Problem statement: Within the data below, copy each line where the string "linecap" is found.

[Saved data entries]
__________

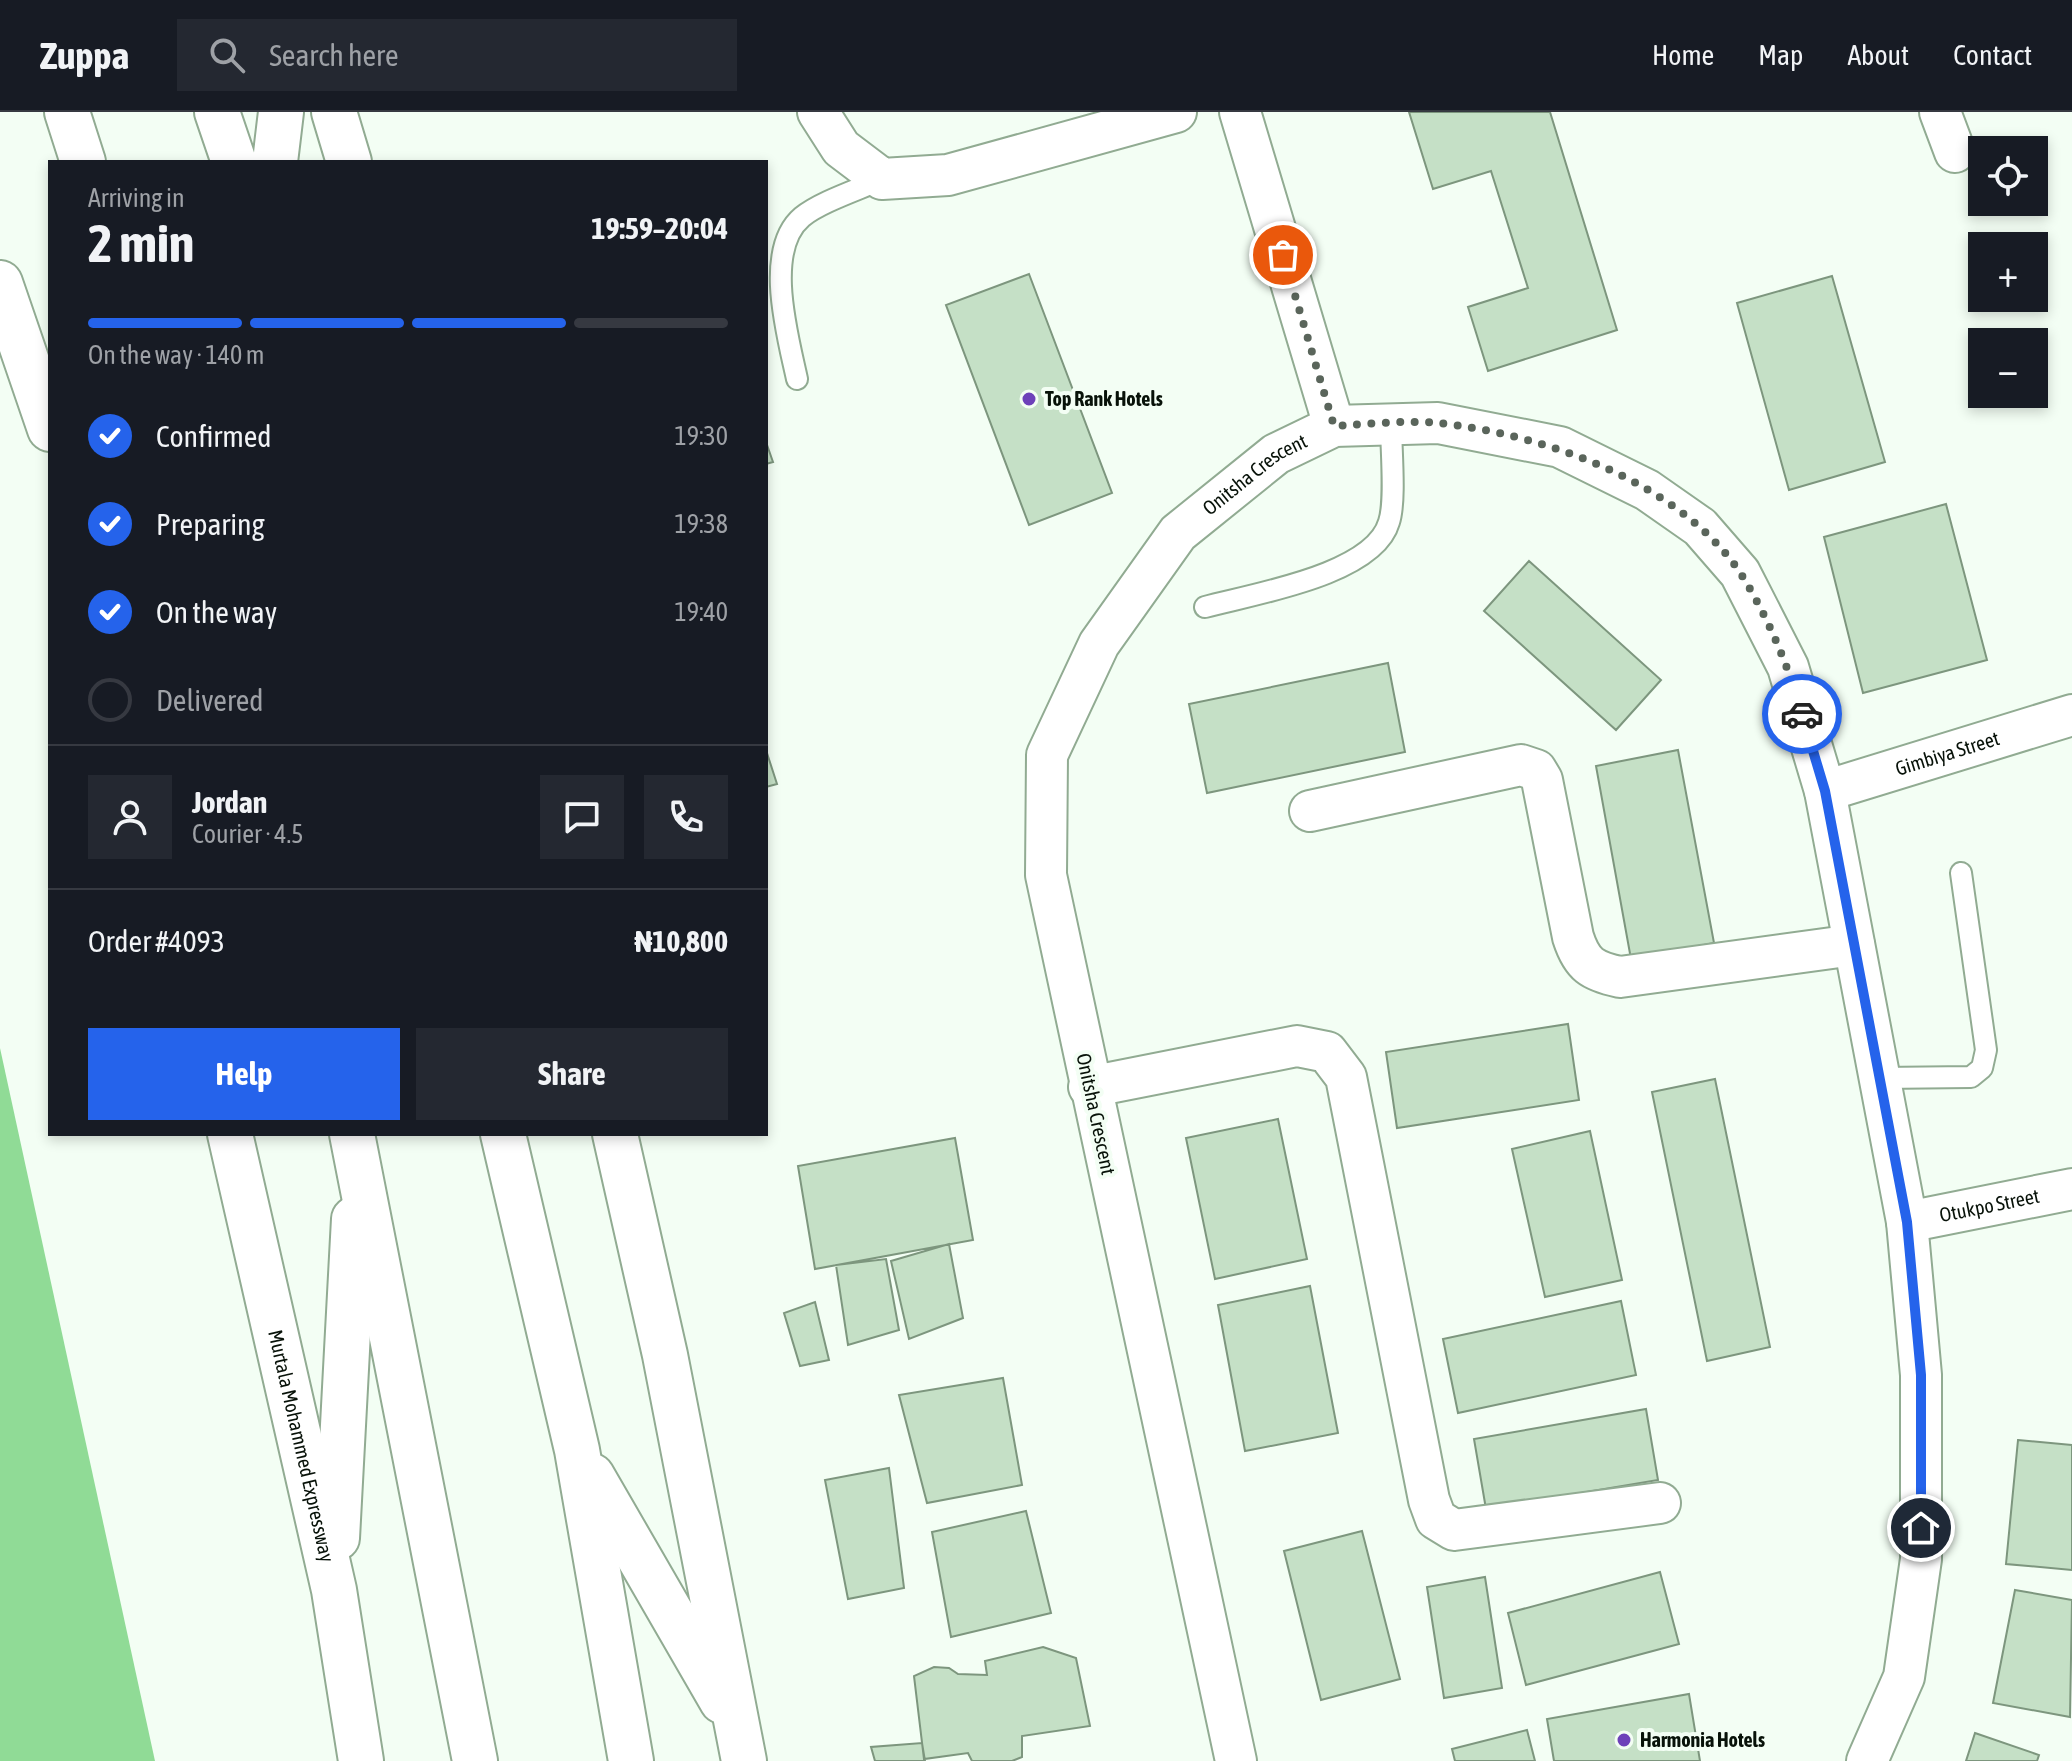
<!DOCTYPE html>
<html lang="en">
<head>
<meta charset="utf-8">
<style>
  body { margin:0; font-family:"Asap Condensed",sans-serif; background:#242831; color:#f1f3f6; height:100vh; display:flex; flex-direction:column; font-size:30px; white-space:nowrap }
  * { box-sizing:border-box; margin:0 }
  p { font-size:26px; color:#9ea1a6 }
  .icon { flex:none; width:44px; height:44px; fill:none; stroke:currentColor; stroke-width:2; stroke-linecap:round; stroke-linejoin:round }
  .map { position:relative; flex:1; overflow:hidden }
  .panel { position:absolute; left:48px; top:48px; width:720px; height:976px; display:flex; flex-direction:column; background:#171b24; border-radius:0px; box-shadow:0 4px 12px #0003 }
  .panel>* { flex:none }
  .fabs { position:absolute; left:1968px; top:24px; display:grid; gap:16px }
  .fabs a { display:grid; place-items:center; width:80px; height:80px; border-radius:0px; background:#171b24; box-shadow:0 4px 12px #0003; font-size:40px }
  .pin { position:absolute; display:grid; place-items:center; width:68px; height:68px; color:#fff; margin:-34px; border:4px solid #fff; border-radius:50%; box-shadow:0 2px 8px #0007 }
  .courier { position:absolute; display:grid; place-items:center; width:80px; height:80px; margin:-40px; border:6px solid #2563eb; border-radius:50%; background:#fff; color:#222; box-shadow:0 2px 10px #0007 }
  .summary em { font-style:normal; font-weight:700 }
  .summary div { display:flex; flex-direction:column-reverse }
  .summary { display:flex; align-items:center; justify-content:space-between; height:136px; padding:0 40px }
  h1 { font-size:52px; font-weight:700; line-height:60px }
  .bar { display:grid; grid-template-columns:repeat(4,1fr); gap:12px 8px; align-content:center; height:96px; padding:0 40px }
  .bar i { height:10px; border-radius:6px; background:#363941 }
  .bar .active { background:#2563eb }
  .bar p { grid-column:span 4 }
  .line { display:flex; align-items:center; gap:20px; padding:0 40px; border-top:2px solid #363941 }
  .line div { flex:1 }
  .round { display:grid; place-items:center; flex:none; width:84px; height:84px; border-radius:0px; background:#242831 }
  ol { padding:0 40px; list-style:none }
  li { display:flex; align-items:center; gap:24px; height:88px }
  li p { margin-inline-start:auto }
  li .icon { padding:8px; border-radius:50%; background:#2563eb; color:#fff; stroke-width:4 }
  li:last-child { color:#9ea1a6 }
  li i { width:44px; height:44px; border:4px solid #363941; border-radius:50% }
  .primary-button { display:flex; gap:16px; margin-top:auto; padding:16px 40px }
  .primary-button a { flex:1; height:92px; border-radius:0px; background:#2563eb; color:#fff; font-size:32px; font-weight:700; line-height:92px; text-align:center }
  .primary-button a+a { background:#242831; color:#f1f3f6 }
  header { display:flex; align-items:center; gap:48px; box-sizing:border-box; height:112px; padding:0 40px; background:#171b24; border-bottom:2px solid #363941 }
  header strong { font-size:38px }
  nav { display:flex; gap:44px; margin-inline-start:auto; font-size:28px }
  .search { width:560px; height:72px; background:#242831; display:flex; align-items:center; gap:20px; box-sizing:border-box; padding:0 28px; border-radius:0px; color:#9ea1a6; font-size:30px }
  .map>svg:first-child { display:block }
  .forest { fill:#90db96 }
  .building { fill:#c5e0c6; stroke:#7d967e; stroke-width:2 }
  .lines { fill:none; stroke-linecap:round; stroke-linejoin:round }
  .lane-casing { stroke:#91ab92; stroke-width:24 }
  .street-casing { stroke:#91ab92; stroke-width:44 }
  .highway-casing { stroke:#91ab92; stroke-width:48 }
  .lane { stroke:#fff; stroke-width:20 }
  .street { stroke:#fff; stroke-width:40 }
  .highway { stroke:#fff; stroke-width:44 }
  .done { stroke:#5a655b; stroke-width:8; stroke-dasharray:0 14.4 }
  .route { stroke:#2563eb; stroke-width:10 }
  .poi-dot { fill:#6d41b9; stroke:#f3fef4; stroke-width:3 }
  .labels { text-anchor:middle; stroke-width:8; stroke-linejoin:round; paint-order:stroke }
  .poi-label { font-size:20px; font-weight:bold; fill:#081209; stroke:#f3fef4; text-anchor:start }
  .street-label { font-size:20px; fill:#081209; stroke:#f3fef4 }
</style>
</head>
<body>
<header>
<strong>Zuppa</strong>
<div class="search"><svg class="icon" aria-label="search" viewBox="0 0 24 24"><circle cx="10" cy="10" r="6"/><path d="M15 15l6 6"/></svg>Search here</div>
<nav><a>Home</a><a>Map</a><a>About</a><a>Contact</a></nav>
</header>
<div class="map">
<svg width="2072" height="1649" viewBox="0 0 2072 1649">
  <rect width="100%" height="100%" fill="#f3fef4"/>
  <path class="forest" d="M0,936L155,1649H0Z"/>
  <path class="building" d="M1409,0H1550L1617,218L1488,259L1468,195L1528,176L1491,59L1433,77Z
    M1029,162L1112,381L1029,413L946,193Z
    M1832,164L1885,350L1789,378L1737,191Z
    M766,330L773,350L766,352Z
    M1946,392L1987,548L1863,581L1824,425Z
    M1529,449L1661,568L1616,618L1484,499Z
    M1388,551L1405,640L1207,681L1189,592Z
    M766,638L777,672L766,675Z
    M1678,638L1714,831L1631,847L1596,654Z
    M1568,912L1579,988L1397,1016L1386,940Z
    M1715,967L1770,1235L1707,1249L1652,980Z
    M1278,1007L1307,1147L1215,1167L1186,1026Z
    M1590,1019L1622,1168L1545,1185L1512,1037Z
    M955,1026L973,1128L815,1157L798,1054Z
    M949,1132L963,1206L909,1227L891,1149Z
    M886,1147L899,1218L848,1233L836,1153Z
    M1310,1174L1338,1321L1245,1339L1218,1193Z
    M1621,1189L1636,1263L1458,1301L1443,1227Z
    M815,1190L829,1248L800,1254L784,1201Z
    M1003,1266L1022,1373L927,1391L899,1283Z
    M1646,1297L1658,1368L1486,1397L1474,1327Z
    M2018,1328L2072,1333V1458L2006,1452Z
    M889,1356L904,1476L848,1487L825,1368Z
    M1026,1399L1051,1501L951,1525L932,1420Z
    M1362,1419L1400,1567L1321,1588L1284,1439Z
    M1660,1460L1679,1532L1526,1573L1508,1501Z
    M1485,1465L1502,1576L1444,1586L1427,1475Z
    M2015,1478L2072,1488L2070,1605L1993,1591Z
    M1043,1535L1076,1546L1090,1614L1022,1624V1645L1012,1649H972L968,1641L924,1647L914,1564L934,1555L949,1556L958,1562L987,1563L985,1549Z
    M1689,1582L1700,1649H1554L1547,1607Z
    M1527,1618L1535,1649H1455L1452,1637Z
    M1975,1621L2039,1643L2037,1649H1966Z
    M922,1631L925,1649H875L871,1635Z"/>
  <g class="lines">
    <g class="lane-casing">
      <path id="lane" d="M797,267C788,225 763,138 802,105C820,90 860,77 882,67
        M1205,495C1253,482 1374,463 1389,410C1396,389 1391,337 1391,312
        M1880,966L1971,965L1982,956L1986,938L1961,761"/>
    </g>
    <g class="street-casing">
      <g id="street">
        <path d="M818,0L841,36L882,67L948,63L1176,0"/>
        <path d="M1240,0L1334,314"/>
        <path d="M1940,0L1955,40"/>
        <path id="s1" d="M1825,679L2072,603"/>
        <path d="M1310,699L1521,653L1536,658L1542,668L1573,825C1582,853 1592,859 1620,865L1854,833"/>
        <path d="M1089,975L1297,934L1327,940L1346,965L1429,1388L1436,1407L1454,1418L1660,1391"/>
        <path id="s2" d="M1907,1110L2072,1077"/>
        <path id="s3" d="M1236,1649L1046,763L1047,643L1099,532L1178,421L1276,342L1334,314L1438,311L1560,335L1647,378L1700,415L1740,461L1788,555L1825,679L1907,1110L1921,1263V1447L1904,1565L1867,1649"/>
      </g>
    </g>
    <g class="highway-casing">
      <g id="highway">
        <path d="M67,0L83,50"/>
        <path d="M217,0L234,50"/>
        <path d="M334,0L349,50"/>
        <path d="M275,50L281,0"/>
        <path d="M0,171L50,317"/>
        <path id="s4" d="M230,1022L334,1478L361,1649"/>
        <path d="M352,1022L475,1649"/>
        <path d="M503,1022L577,1338L631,1649"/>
        <path d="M615,1022L665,1243L744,1649"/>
        <path d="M592,1364L722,1589"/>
        <path d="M337,1426L354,1107"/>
      </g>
    </g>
    <use href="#lane" class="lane"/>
    <use href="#street" class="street"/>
    <use href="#highway" class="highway"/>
  </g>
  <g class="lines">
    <path class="done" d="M1283,143L1334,314C1368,312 1404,308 1438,311C1543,322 1680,370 1741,462C1768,505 1788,553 1802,602"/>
    <path class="route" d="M1802,602L1825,679L1907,1110L1921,1263V1416"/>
  </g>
  <g class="poi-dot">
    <circle cx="1029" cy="287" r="8"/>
    <circle cx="1624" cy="1628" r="8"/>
  </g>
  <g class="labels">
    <g class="poi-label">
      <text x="1045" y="294">Top Rank Hotels</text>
      <text x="1640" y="1635">Harmonia Hotels</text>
    </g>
    <g class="street-label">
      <text dy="7" stroke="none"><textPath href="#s3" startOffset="1382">Onitsha Crescent</textPath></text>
      <text dy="7" stroke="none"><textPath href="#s1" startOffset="128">Gimbiya Street</textPath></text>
      <text transform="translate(1096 1002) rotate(78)" y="7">Onitsha Crescent</text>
      <text dy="7" stroke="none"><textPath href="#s2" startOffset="84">Otukpo Street</textPath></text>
      <text dy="7" stroke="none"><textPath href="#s4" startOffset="320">Murtala Mohammed Expressway</textPath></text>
    </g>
  </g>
</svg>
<div class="fabs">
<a><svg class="icon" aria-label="locate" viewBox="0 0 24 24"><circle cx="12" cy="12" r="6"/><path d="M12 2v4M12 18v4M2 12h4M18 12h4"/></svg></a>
<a>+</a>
<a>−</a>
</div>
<div class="pin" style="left:1283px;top:143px;background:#ea580c"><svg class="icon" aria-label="bag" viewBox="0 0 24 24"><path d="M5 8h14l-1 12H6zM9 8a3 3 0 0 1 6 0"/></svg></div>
<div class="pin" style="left:1921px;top:1416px;background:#1f2937"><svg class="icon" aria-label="home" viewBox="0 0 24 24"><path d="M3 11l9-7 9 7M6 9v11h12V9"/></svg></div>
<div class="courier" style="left:1802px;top:602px"><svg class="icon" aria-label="car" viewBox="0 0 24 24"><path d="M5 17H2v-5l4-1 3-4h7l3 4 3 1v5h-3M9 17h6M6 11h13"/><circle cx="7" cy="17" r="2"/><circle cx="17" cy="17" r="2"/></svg></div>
<section class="panel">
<div class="summary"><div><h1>2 min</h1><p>Arriving in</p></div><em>19:59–20:04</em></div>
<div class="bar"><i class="active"></i><i class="active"></i><i class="active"></i><i></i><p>On the way · 140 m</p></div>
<ol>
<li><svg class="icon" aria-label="check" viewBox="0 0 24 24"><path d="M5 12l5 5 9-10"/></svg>Confirmed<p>19:30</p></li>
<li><svg class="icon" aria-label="check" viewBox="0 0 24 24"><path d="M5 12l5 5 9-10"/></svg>Preparing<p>19:38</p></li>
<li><svg class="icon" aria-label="check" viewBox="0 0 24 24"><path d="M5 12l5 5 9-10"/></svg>On the way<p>19:40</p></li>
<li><i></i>Delivered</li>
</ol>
<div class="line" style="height:144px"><a class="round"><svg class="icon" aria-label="person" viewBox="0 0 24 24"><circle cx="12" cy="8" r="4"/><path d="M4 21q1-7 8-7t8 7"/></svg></a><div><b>Jordan</b><p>Courier · 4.5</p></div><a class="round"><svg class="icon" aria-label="chat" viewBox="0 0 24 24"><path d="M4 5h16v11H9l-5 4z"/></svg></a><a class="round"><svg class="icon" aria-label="phone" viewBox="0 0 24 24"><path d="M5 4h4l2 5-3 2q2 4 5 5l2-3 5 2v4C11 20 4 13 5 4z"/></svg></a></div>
<div class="line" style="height:104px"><div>Order #4093</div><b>₦10,800</b></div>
<div class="primary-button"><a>Help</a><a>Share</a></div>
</section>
</div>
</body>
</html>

__________

Result for this exercise:
  .icon { flex:none; width:44px; height:44px; fill:none; stroke:currentColor; stroke-width:2; stroke-linecap:round; stroke-linejoin:round }
  .lines { fill:none; stroke-linecap:round; stroke-linejoin:round }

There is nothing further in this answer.